- _WHAT YOU NEED TO DO_
For the word "border", count the lines below that contain it. Give the number alone.

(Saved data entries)
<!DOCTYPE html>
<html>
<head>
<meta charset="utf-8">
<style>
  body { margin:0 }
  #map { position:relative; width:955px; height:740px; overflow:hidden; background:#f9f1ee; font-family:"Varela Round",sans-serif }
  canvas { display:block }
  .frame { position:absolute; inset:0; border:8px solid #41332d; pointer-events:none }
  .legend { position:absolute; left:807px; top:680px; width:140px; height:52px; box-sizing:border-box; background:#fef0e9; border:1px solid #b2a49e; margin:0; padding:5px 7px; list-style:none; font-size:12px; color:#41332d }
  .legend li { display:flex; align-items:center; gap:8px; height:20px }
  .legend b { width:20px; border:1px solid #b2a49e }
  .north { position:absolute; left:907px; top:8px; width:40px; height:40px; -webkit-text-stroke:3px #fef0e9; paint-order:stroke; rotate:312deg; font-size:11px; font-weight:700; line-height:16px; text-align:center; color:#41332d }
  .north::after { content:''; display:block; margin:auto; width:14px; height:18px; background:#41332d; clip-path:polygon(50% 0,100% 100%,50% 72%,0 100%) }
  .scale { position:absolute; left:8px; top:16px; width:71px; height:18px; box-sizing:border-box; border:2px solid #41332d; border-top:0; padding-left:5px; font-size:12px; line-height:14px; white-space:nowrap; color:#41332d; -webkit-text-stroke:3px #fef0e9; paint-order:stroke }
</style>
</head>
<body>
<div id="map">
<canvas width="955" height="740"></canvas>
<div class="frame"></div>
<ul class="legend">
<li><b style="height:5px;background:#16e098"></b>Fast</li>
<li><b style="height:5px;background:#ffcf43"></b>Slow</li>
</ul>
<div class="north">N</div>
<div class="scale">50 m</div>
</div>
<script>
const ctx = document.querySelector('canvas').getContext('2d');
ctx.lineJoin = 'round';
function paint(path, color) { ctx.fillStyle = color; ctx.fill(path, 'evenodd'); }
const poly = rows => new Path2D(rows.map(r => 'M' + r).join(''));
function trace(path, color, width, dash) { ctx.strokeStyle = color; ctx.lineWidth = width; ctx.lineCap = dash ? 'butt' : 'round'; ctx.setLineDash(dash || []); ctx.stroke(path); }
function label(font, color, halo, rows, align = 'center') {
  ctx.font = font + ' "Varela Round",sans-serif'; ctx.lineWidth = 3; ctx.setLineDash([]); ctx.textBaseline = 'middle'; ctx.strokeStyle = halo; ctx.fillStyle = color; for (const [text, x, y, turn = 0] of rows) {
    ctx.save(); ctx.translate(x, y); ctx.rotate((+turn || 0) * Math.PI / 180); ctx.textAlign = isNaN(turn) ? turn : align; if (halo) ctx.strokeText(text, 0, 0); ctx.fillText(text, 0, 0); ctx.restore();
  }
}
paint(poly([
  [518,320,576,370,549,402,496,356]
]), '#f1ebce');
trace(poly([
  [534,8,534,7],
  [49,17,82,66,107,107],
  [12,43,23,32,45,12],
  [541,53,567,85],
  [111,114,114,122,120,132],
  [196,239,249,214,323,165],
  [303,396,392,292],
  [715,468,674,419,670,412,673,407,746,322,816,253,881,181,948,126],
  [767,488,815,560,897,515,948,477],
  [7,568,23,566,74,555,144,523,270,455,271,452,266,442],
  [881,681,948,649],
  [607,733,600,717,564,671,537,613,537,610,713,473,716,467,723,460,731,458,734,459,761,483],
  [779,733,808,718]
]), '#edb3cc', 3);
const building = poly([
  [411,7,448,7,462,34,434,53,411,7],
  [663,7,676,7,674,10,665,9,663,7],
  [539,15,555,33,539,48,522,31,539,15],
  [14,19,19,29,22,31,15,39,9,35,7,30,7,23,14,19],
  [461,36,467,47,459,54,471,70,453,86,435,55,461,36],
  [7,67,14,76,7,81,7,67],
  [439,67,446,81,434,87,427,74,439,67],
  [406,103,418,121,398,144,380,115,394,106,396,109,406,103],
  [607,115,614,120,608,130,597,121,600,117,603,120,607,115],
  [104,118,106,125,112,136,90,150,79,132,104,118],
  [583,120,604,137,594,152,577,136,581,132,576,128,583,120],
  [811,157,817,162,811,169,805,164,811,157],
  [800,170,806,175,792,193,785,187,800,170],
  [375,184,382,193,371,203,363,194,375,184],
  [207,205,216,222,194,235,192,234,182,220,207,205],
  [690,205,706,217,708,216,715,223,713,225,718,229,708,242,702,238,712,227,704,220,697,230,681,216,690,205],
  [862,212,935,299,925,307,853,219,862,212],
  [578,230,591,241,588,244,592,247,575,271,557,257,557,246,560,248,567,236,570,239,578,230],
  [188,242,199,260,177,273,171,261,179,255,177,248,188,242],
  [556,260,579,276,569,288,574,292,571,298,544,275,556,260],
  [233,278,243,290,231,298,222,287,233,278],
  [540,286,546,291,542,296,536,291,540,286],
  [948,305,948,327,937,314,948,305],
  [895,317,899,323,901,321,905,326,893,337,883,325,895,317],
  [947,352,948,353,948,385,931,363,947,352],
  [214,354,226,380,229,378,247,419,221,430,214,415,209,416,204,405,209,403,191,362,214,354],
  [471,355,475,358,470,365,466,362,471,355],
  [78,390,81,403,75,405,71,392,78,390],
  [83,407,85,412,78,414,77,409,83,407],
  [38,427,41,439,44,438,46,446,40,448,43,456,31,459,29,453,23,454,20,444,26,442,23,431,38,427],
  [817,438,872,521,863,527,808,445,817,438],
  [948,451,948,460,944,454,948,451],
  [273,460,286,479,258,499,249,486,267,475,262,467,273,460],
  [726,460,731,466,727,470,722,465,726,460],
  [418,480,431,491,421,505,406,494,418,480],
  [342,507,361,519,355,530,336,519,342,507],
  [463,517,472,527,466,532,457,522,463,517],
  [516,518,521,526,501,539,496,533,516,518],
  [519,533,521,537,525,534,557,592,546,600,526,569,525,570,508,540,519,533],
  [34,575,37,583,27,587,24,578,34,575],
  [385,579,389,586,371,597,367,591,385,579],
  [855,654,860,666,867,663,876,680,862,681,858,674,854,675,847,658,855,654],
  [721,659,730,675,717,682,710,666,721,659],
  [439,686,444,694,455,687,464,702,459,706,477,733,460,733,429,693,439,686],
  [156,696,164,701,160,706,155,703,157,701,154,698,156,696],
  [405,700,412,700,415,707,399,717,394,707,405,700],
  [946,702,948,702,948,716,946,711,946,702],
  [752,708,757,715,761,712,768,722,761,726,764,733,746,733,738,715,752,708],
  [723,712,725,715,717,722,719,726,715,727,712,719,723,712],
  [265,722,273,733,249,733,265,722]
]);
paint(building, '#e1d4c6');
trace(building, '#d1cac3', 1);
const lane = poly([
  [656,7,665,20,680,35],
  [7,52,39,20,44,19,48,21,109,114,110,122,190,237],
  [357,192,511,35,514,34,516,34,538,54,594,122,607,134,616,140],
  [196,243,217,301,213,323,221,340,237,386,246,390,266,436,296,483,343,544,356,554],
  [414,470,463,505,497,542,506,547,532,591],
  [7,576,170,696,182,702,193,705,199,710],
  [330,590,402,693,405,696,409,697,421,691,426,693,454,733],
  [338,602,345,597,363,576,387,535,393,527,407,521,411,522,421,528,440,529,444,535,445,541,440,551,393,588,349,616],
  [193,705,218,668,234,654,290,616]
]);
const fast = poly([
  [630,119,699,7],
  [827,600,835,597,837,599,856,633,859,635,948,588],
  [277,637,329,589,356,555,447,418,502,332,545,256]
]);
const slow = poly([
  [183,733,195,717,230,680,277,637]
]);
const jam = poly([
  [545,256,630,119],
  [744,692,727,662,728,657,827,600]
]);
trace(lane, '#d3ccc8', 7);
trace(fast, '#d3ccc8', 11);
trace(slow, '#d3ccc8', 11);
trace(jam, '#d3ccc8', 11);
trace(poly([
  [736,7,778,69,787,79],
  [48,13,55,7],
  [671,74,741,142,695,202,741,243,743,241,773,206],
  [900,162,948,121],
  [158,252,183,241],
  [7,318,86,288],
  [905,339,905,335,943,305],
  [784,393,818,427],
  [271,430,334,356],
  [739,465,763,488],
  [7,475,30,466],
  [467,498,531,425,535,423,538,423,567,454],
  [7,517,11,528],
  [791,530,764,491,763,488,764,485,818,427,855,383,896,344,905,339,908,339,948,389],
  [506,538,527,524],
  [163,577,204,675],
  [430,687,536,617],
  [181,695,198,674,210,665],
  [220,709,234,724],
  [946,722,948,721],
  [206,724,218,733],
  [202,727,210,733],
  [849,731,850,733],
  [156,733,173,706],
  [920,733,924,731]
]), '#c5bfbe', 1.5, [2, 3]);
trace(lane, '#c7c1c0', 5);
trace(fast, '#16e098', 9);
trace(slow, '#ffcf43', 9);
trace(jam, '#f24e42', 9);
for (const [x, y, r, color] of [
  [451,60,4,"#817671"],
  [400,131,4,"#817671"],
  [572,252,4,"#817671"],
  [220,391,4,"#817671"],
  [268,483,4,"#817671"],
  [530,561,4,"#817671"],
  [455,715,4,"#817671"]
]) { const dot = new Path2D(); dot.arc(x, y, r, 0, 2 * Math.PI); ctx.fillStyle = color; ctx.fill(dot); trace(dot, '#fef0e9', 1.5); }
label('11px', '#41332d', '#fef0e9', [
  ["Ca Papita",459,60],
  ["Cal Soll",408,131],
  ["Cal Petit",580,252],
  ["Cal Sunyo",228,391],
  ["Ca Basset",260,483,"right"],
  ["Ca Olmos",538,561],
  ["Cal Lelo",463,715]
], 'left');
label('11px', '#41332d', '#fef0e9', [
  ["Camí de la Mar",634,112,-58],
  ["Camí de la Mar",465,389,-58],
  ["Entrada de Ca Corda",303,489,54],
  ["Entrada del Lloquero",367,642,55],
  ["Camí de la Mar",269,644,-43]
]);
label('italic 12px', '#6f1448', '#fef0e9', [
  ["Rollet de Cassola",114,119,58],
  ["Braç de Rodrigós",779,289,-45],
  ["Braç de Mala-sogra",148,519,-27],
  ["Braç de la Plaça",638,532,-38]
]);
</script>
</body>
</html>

- _SOLVED EXERCISE_
4